Task directions:
I need the lines from the one with "M4,576C36,583 54,619 72,644" through the end of the material, copied exactly and with nothing else included.

Supplied data:
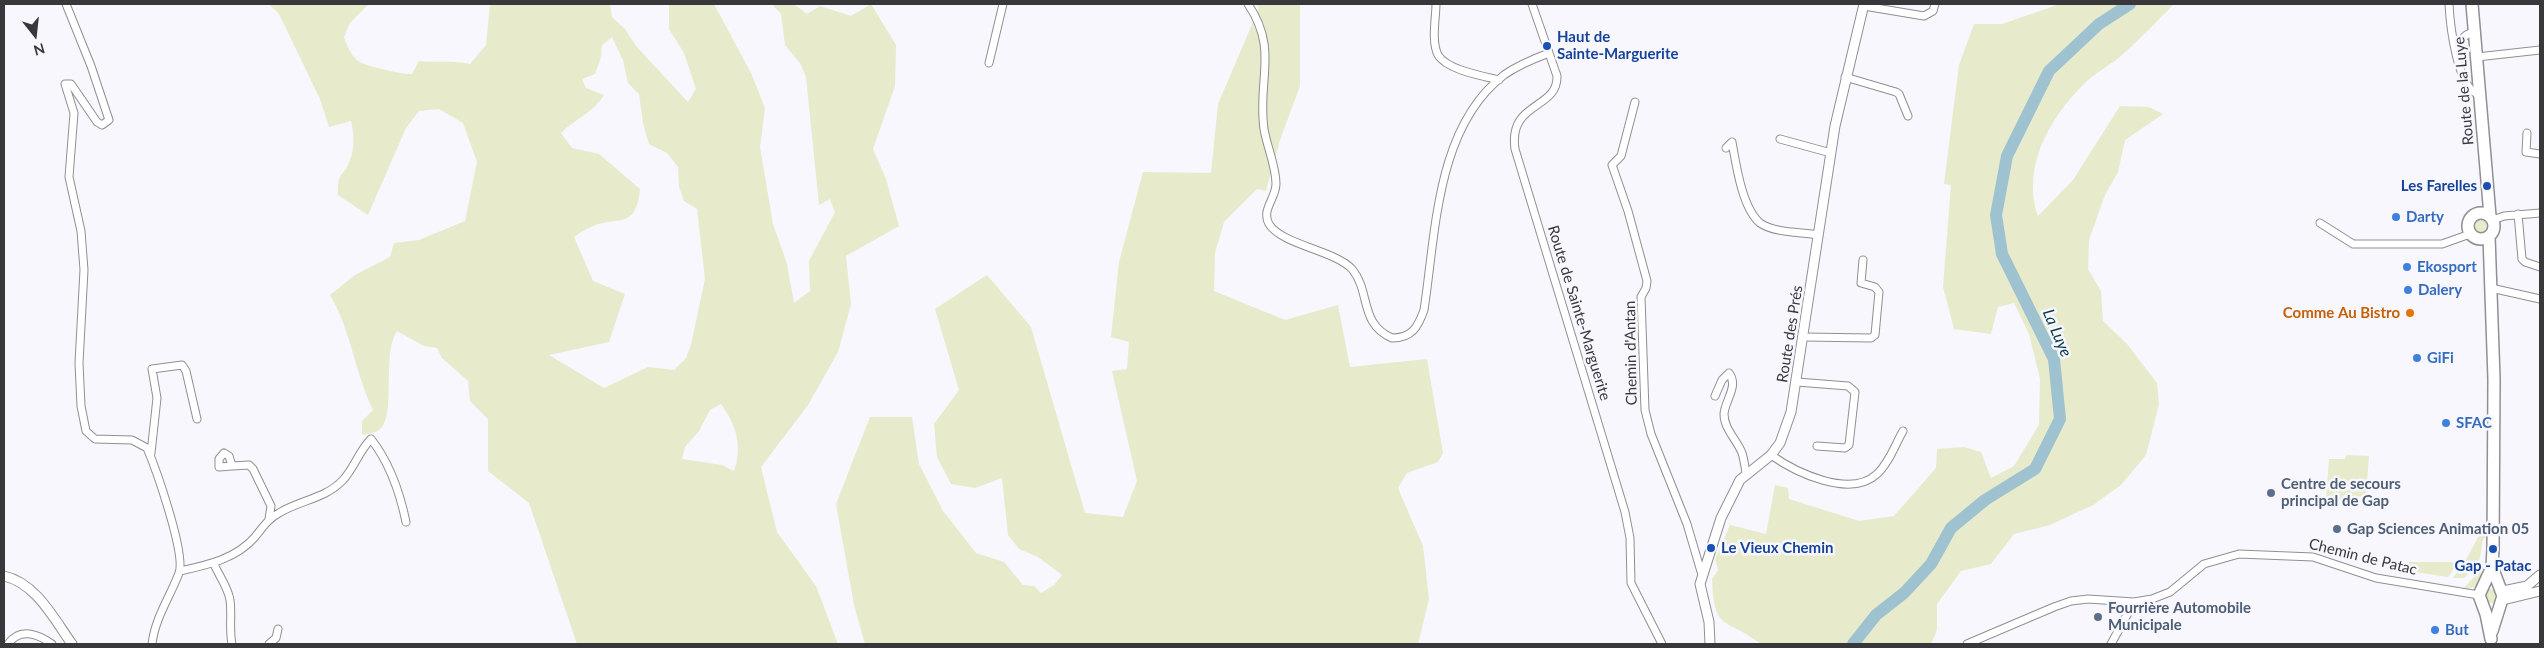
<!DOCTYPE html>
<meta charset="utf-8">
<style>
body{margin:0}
#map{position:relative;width:2544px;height:648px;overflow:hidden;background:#f7f7fd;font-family:Lato,sans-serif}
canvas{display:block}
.frame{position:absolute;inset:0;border:5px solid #38383b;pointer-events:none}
.north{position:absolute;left:10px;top:10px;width:50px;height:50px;-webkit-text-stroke:4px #f7f7fd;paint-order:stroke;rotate:164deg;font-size:14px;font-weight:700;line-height:20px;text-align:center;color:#38383b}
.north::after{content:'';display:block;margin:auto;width:18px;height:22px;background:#38383b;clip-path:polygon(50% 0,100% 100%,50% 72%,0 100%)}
</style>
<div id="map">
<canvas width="2544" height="648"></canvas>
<div class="frame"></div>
<div class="north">N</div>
</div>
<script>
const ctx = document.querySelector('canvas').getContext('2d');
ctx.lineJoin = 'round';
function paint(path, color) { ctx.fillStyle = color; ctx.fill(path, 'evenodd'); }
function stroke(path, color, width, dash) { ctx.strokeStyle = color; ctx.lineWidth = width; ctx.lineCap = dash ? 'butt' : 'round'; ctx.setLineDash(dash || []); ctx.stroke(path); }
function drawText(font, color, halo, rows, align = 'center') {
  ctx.font = font + ' Lato,sans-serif'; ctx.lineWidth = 5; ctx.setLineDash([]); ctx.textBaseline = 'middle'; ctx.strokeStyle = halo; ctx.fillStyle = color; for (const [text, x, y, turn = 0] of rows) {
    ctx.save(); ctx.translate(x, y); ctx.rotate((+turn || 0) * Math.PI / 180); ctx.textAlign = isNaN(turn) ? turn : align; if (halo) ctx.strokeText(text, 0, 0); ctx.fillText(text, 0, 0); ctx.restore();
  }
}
paint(new Path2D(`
 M269,4H367L368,5L350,23L344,37C347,46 351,55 358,61C364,66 405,75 412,74L419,61C437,63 453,60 470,64L486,45L490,4H610L612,17L625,29L636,46L688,102L696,89L684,53L669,29V4H714L752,75L765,108L760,147L773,224L787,264L794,303L810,291L809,261L835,212L830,199L819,205L806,77L800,63L785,45L781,14L772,4H794L807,14L820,6L851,16L871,4L896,45L895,86L873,149L886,179L899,226L846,256L851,304L838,352L808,405L761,467L777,532L816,586L838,644H577L529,503L488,471V419L470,401L468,381L442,358L437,348L424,346L397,331C381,355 397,414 380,429C376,433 367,434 362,435V421L373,410C355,373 351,330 330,295L355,275L390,257L394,243L419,240L465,221L477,162L463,123L439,109L419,111L406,128L368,215L338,195C337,170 343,179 350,160C355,148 354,134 351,121L329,127L320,99L279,14ZM612,37L623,60L628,83L639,94L643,123L649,144L667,153L678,167L679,187L684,201L697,209L705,279L691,345L686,358L674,370L648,367L604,388L549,355L609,342L625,294L593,281L574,237C579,234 585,229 591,227C617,215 636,231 640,189L599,154L572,148L561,133C575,119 594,112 604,95L586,88L582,79L595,74L601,57L602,45ZM721,404C736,424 743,447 734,471L722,465L682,459L685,447L699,431L710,410Z
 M1256,4H1300V86L1280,140L1266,191L1257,189L1224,222L1215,253L1214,291L1285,320L1338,305L1350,367L1427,359L1443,453L1438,462L1407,473L1398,488L1423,546L1429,599L1418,644H865L854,605L836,504L870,417H912L919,464L943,511L976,553L1004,562L1023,585L1034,586L1041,593L1054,585L1062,575L1038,557L1019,549L1008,535L1002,478L975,488L951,484L937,457L934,424L959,390L935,309L987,275L1031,327L1085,513L1123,517L1137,481L1112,371L1127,369L1129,342L1111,337L1119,262L1143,172L1211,173L1218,104L1259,8Z
 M2060,4H2174C2157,21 2140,39 2122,55C2111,65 2096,72 2085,83C2051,116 2021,167 2038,216L2073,180L2120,106L2149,107L2163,114L2125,140L2118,172L2105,195L2089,240L2088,269L2101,291L2103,321L2127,344L2157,383L2159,404L2146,455L2121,485L2093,505L2050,525L2014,534L1991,564L1961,571L1937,604V630L1931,644H1761C1726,617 1714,633 1712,579L1718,570L1715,559L1730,525L1766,534L1775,485L1788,488L1789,499L1859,521L1894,516L1936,468L1937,449L1964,447L1981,452L1991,478L2014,466L2039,425L2040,379L2029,334L2014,303L1998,307L1991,334L1954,329L1943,287L1951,185L1944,184L1959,65L1974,24H2002Z
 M2472 227a8 8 0 1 1 16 0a8 8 0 1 1-16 0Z
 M2346,455L2369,456L2366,497L2344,495L2343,500L2326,499L2329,459H2345Z
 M2483,528L2489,529V535L2483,539L2479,563L2464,578H2453L2468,556Z
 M2409,562H2457V564L2448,577L2408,571Z
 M2487,568C2481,581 2479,589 2463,589L2481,569Z
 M2485 596a7 7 0 1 1 14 0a7 7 0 1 1-14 0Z`), '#e7ebcc');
stroke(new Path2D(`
 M1853,644L1876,615L1904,593L1931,564L1951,528L1985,500L2035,469L2060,419L2054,359L2002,254L1996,215L2007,156L2049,71L2099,24L2130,4`), '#9ec2cf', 12);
const minor = new Path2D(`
 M66,4L91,66L109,120L102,125L97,122L71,84H65L74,113L69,177L81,231L84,270L79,363L81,406L86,431L95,439L132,440L147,448C156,469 186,554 179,573C170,597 155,618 152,644
 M1248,4C1279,50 1257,80 1264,129C1267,147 1276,166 1276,184C1276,198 1261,210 1269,224C1282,245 1334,250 1352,269C1371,292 1359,324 1392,338C1412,338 1418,327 1424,310C1436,232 1436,127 1504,75C1518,65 1533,59 1549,53
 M1436,4C1436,18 1431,41 1438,55C1447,70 1483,76 1499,80
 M1532,4L1557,76C1558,110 1508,101 1515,149L1625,512L1630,538L1631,583L1662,644
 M2449,4C2450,24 2457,90 2480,95
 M1864,6L1924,16L1933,11L1935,4
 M2458,57C2459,45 2460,34 2475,32
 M2477,57L2540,50
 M989,63L1003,4
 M1845,77L1896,92L1899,94L1908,116
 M1635,102L1621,156L1612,165L1628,211L1647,281L1646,288L1641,297L1645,410L1651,434L1687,524L1702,575
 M2527,133L2526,152L2540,154
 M1780,139L1831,153
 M1726,148L1732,142C1736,164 1742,208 1760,223C1774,233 1801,232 1818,235
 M2518,214L2522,259L2525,262L2540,267
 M2493,220L2504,216L2540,213
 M2320,223L2353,244H2442L2470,234
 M2491,288L2540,299
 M1804,337L1871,338L1875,335L1879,292L1875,287L1861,283L1863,260
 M1797,382L1848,386L1855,392L1849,445L1845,448L1817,446
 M1715,396L1722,380L1729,373C1739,386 1725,400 1724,414C1724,429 1737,440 1742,453C1744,459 1745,467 1746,473
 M151,453L157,398L152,369L182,365L186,371L197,419
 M1771,455C1795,472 1850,499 1877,474C1889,463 1895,445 1903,431
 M232,466L219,467V459L224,453L229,456L232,466L249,465L253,469L271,506L269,519
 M214,564C219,576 228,587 230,600C232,615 229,630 232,644
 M180,571C207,565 236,559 255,537C263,527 268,519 279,513C300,500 325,499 343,480C354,468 359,451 371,439C389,462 400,493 406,522
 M8,644C20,627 38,634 52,644
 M269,644L276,638L278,629
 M1967,644L2054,607L2071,601L2088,599L2134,602L2152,599L2170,592L2204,564L2239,554L2313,557L2376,578L2479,595
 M2111,644L2134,602`);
const tertiary = new Path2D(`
 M4,576C36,583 54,619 72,644
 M2503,591L2527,586L2540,575
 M2503,600L2540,591
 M1710,644L1709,622L1700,584L1721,518L1740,480L1771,455L1780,443L1791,412L1835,126L1864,4`);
const primary = new Path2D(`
 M2472,4L2490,216
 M2468 226a13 13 0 1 1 26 0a13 13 0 1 1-26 0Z
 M2489,236L2494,379L2493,549L2492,567L2479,595L2486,614L2491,639
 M2492,631L2503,596L2492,567`);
stroke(minor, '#8f8f94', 9);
stroke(tertiary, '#8f8f94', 11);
stroke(primary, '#8f8f94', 14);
stroke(minor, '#fff', 7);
stroke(tertiary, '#fff', 9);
stroke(primary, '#fff', 11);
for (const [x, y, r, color] of [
 [1547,46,5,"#1a4fb4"],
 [2487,186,5,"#1a4fb4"],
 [2396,217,5,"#3f7fe0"],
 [2407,267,5,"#3f7fe0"],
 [2408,290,5,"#3f7fe0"],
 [2410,313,5,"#e8710a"],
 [2417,358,5,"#3f7fe0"],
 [2446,423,5,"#3f7fe0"],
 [2271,493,5,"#5c6f8a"],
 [2337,529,5,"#5c6f8a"],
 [1711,548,5,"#1a4fb4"],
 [2493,549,5,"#1a4fb4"],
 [2098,617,5,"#5c6f8a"],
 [2435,630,5,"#3f7fe0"]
]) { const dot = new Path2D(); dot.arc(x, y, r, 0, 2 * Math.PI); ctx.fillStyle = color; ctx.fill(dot); stroke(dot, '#f7f7fd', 2); }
drawText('bold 15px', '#164399', '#f7f7fd', [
 ["Haut de",1557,37],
 ["Sainte-Marguerite",1557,54],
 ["Les Farelles",2477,186,"right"],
 ["Le Vieux Chemin",1721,548],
 ["Gap - Patac",2493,566,"center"]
], 'left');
drawText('15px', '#38383b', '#f7f7fd', [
 ["Route de la Luye",2464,91,-95],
 ["Route de Sainte-Marguerite",1579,313,73],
 ["Route des Prés",1790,334,-81],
 ["Chemin d'Antan",1631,353,-91],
 ["Chemin de Patac",2363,557,14]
]);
drawText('bold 15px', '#366cbe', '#f7f7fd', [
 ["Darty",2406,217],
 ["Ekosport",2417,267],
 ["Dalery",2418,290],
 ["GiFi",2427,358],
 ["SFAC",2456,423],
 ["But",2445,630]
], 'left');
drawText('bold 15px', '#c56008', '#f7f7fd', [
 ["Comme Au Bistro",2400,313]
], 'right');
drawText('bold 15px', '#4e5e75', '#f7f7fd', [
 ["Centre de secours",2281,484],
 ["principal de Gap",2281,501],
 ["Gap Sciences Animation 05",2347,529],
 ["Fourrière Automobile",2108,608],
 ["Municipale",2108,625]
], 'left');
drawText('italic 16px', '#043b4a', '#f7f7fd', [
 ["La Luye",2057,333,67]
]);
</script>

Output for this exercise:
 M4,576C36,583 54,619 72,644
 M2503,591L2527,586L2540,575
 M2503,600L2540,591
 M1710,644L1709,622L1700,584L1721,518L1740,480L1771,455L1780,443L1791,412L1835,126L1864,4`);
const primary = new Path2D(`
 M2472,4L2490,216
 M2468 226a13 13 0 1 1 26 0a13 13 0 1 1-26 0Z
 M2489,236L2494,379L2493,549L2492,567L2479,595L2486,614L2491,639
 M2492,631L2503,596L2492,567`);
stroke(minor, '#8f8f94', 9);
stroke(tertiary, '#8f8f94', 11);
stroke(primary, '#8f8f94', 14);
stroke(minor, '#fff', 7);
stroke(tertiary, '#fff', 9);
stroke(primary, '#fff', 11);
for (const [x, y, r, color] of [
 [1547,46,5,"#1a4fb4"],
 [2487,186,5,"#1a4fb4"],
 [2396,217,5,"#3f7fe0"],
 [2407,267,5,"#3f7fe0"],
 [2408,290,5,"#3f7fe0"],
 [2410,313,5,"#e8710a"],
 [2417,358,5,"#3f7fe0"],
 [2446,423,5,"#3f7fe0"],
 [2271,493,5,"#5c6f8a"],
 [2337,529,5,"#5c6f8a"],
 [1711,548,5,"#1a4fb4"],
 [2493,549,5,"#1a4fb4"],
 [2098,617,5,"#5c6f8a"],
 [2435,630,5,"#3f7fe0"]
]) { const dot = new Path2D(); dot.arc(x, y, r, 0, 2 * Math.PI); ctx.fillStyle = color; ctx.fill(dot); stroke(dot, '#f7f7fd', 2); }
drawText('bold 15px', '#164399', '#f7f7fd', [
 ["Haut de",1557,37],
 ["Sainte-Marguerite",1557,54],
 ["Les Farelles",2477,186,"right"],
 ["Le Vieux Chemin",1721,548],
 ["Gap - Patac",2493,566,"center"]
], 'left');
drawText('15px', '#38383b', '#f7f7fd', [
 ["Route de la Luye",2464,91,-95],
 ["Route de Sainte-Marguerite",1579,313,73],
 ["Route des Prés",1790,334,-81],
 ["Chemin d'Antan",1631,353,-91],
 ["Chemin de Patac",2363,557,14]
]);
drawText('bold 15px', '#366cbe', '#f7f7fd', [
 ["Darty",2406,217],
 ["Ekosport",2417,267],
 ["Dalery",2418,290],
 ["GiFi",2427,358],
 ["SFAC",2456,423],
 ["But",2445,630]
], 'left');
drawText('bold 15px', '#c56008', '#f7f7fd', [
 ["Comme Au Bistro",2400,313]
], 'right');
drawText('bold 15px', '#4e5e75', '#f7f7fd', [
 ["Centre de secours",2281,484],
 ["principal de Gap",2281,501],
 ["Gap Sciences Animation 05",2347,529],
 ["Fourrière Automobile",2108,608],
 ["Municipale",2108,625]
], 'left');
drawText('italic 16px', '#043b4a', '#f7f7fd', [
 ["La Luye",2057,333,67]
]);
</script>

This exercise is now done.